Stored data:

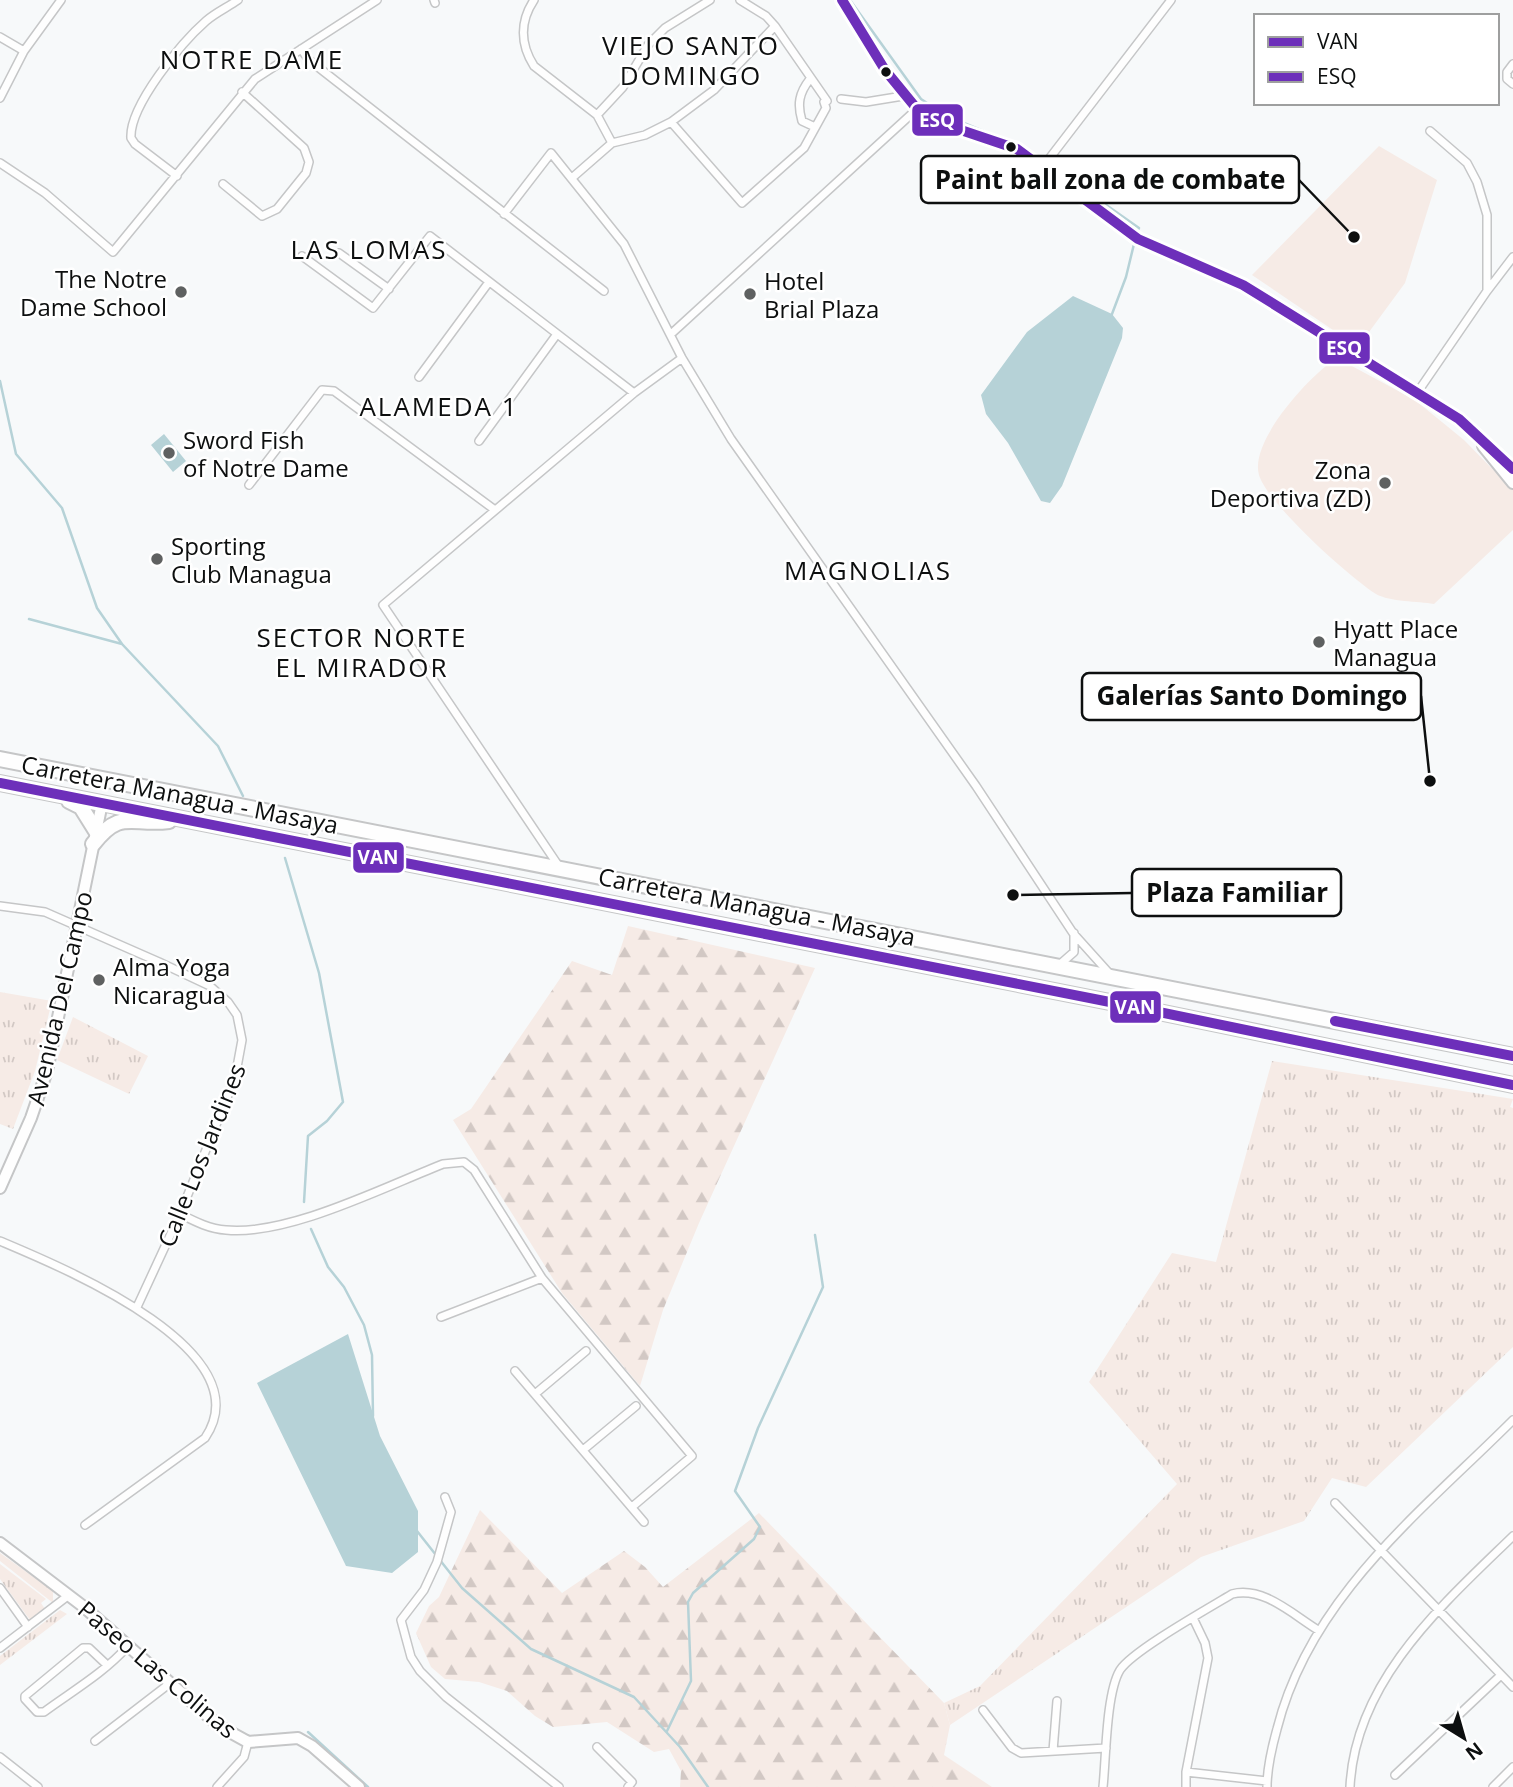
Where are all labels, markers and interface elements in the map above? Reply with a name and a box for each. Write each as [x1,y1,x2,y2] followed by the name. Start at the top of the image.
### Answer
[1254,14,1499,105] legend
[602,27,780,93] district label: VIEJO SANTO DOMINGO
[1317,27,1359,55] text: VAN
[160,41,344,77] district label: NOTRE DAME
[1317,62,1357,90] text: ESQ
[879,65,893,79] unlabelled marker
[911,103,964,137] line badge: ESQ
[919,107,955,133] text: ESQ
[1004,140,1018,154] unlabelled marker
[921,156,1299,203] callout: Paint ball zona de combate
[935,161,1285,197] text: Paint ball zona de combate
[291,231,447,267] district label: LAS LOMAS
[20,262,167,323] place label: The Notre Dame School
[764,264,879,325] place label: Hotel Brial Plaza
[173,284,189,300] marker: The Notre Dame School
[742,286,758,302] marker: Hotel Brial Plaza
[1318,331,1371,365] line badge: ESQ
[1326,335,1362,361] text: ESQ
[359,388,519,424] district label: ALAMEDA 1
[183,423,349,484] place label: Sword Fish of Notre Dame
[161,445,177,461] marker: Sword Fish of Notre Dame
[1210,453,1371,514] place label: Zona Deportiva (ZD)
[1377,475,1393,491] marker: Zona Deportiva (ZD)
[171,529,332,590] place label: Sporting Club Managua
[149,551,165,567] marker: Sporting Club Managua
[784,552,952,588] district label: MAGNOLIAS
[1333,612,1458,673] place label: Hyatt Place Managua
[256,619,468,685] district label: SECTOR NORTE EL MIRADOR
[1311,634,1327,650] marker: Hyatt Place Managua
[1082,673,1421,720] callout: Galerías Santo Domingo
[1097,677,1407,713] text: Galerías Santo Domingo
[19,747,341,841] street label: Carretera Managua - Masaya
[352,841,405,874] line badge: VAN
[358,844,398,870] text: VAN
[596,859,918,953] street label: Carretera Managua - Masaya
[1132,869,1341,916] callout: Plaza Familiar
[1146,874,1328,910] text: Plaza Familiar
[18,888,100,1108] street label: Avenida Del Campo
[113,950,230,1011] place label: Alma Yoga Nicaragua
[91,972,107,988] marker: Alma Yoga Nicaragua
[1109,990,1162,1024] line badge: VAN
[1115,994,1155,1020] text: VAN
[149,1058,253,1252] street label: Calle Los Jardines
[72,1593,244,1745] street label: Paseo Las Colinas
[1429,1703,1499,1773] north arrow
[1460,1737,1488,1767] text: N

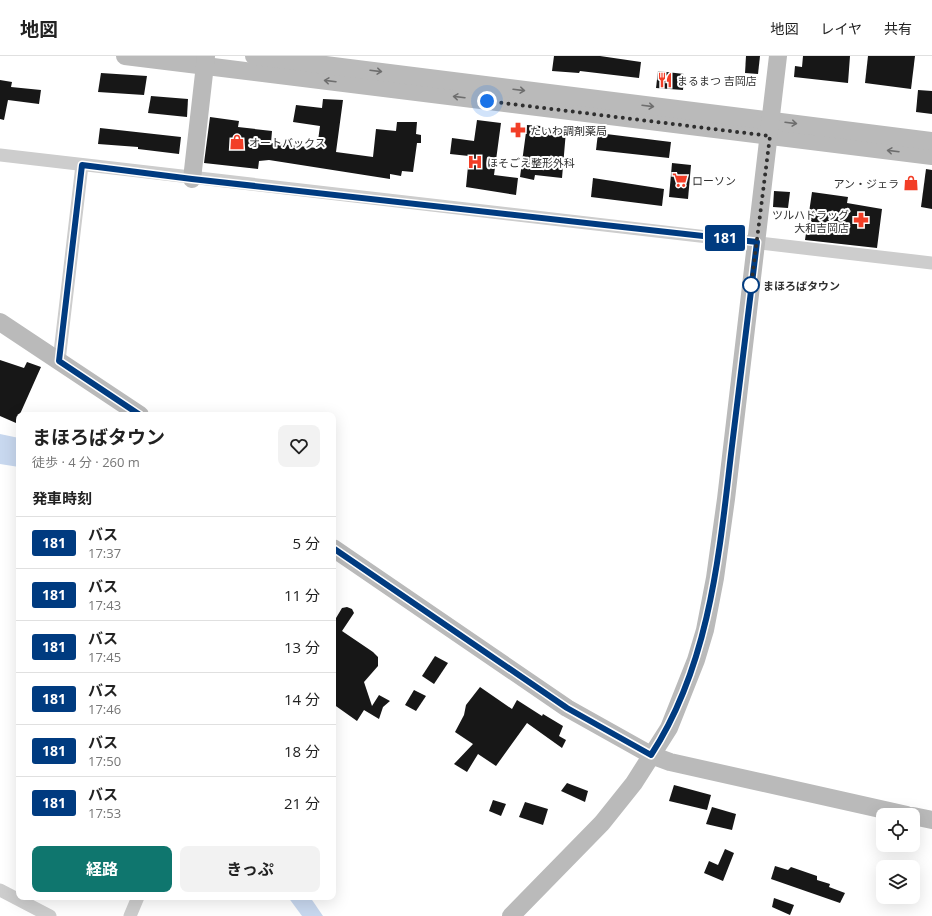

# [BRIEF]
Copy the data precisely. Skip every picture.

# [RESPONSE AREA]
Where are all labels, markers and interface elements in the map above? Reply with a name and a box for each. Write each as [x1,y1,x2,y2] followed by the name. Start at the top of the image.
### Answer
[1254,14,1499,105] legend
[602,27,780,93] district label: VIEJO SANTO DOMINGO
[1317,27,1359,55] text: VAN
[160,41,344,77] district label: NOTRE DAME
[1317,62,1357,90] text: ESQ
[879,65,893,79] unlabelled marker
[911,103,964,137] line badge: ESQ
[919,107,955,133] text: ESQ
[1004,140,1018,154] unlabelled marker
[921,156,1299,203] callout: Paint ball zona de combate
[935,161,1285,197] text: Paint ball zona de combate
[291,231,447,267] district label: LAS LOMAS
[20,262,167,323] place label: The Notre Dame School
[764,264,879,325] place label: Hotel Brial Plaza
[173,284,189,300] marker: The Notre Dame School
[742,286,758,302] marker: Hotel Brial Plaza
[1318,331,1371,365] line badge: ESQ
[1326,335,1362,361] text: ESQ
[359,388,519,424] district label: ALAMEDA 1
[183,423,349,484] place label: Sword Fish of Notre Dame
[161,445,177,461] marker: Sword Fish of Notre Dame
[1210,453,1371,514] place label: Zona Deportiva (ZD)
[1377,475,1393,491] marker: Zona Deportiva (ZD)
[171,529,332,590] place label: Sporting Club Managua
[149,551,165,567] marker: Sporting Club Managua
[784,552,952,588] district label: MAGNOLIAS
[1333,612,1458,673] place label: Hyatt Place Managua
[256,619,468,685] district label: SECTOR NORTE EL MIRADOR
[1311,634,1327,650] marker: Hyatt Place Managua
[1082,673,1421,720] callout: Galerías Santo Domingo
[1097,677,1407,713] text: Galerías Santo Domingo
[19,747,341,841] street label: Carretera Managua - Masaya
[352,841,405,874] line badge: VAN
[358,844,398,870] text: VAN
[596,859,918,953] street label: Carretera Managua - Masaya
[1132,869,1341,916] callout: Plaza Familiar
[1146,874,1328,910] text: Plaza Familiar
[18,888,100,1108] street label: Avenida Del Campo
[113,950,230,1011] place label: Alma Yoga Nicaragua
[91,972,107,988] marker: Alma Yoga Nicaragua
[1109,990,1162,1024] line badge: VAN
[1115,994,1155,1020] text: VAN
[149,1058,253,1252] street label: Calle Los Jardines
[72,1593,244,1745] street label: Paseo Las Colinas
[1429,1703,1499,1773] north arrow
[1460,1737,1488,1767] text: N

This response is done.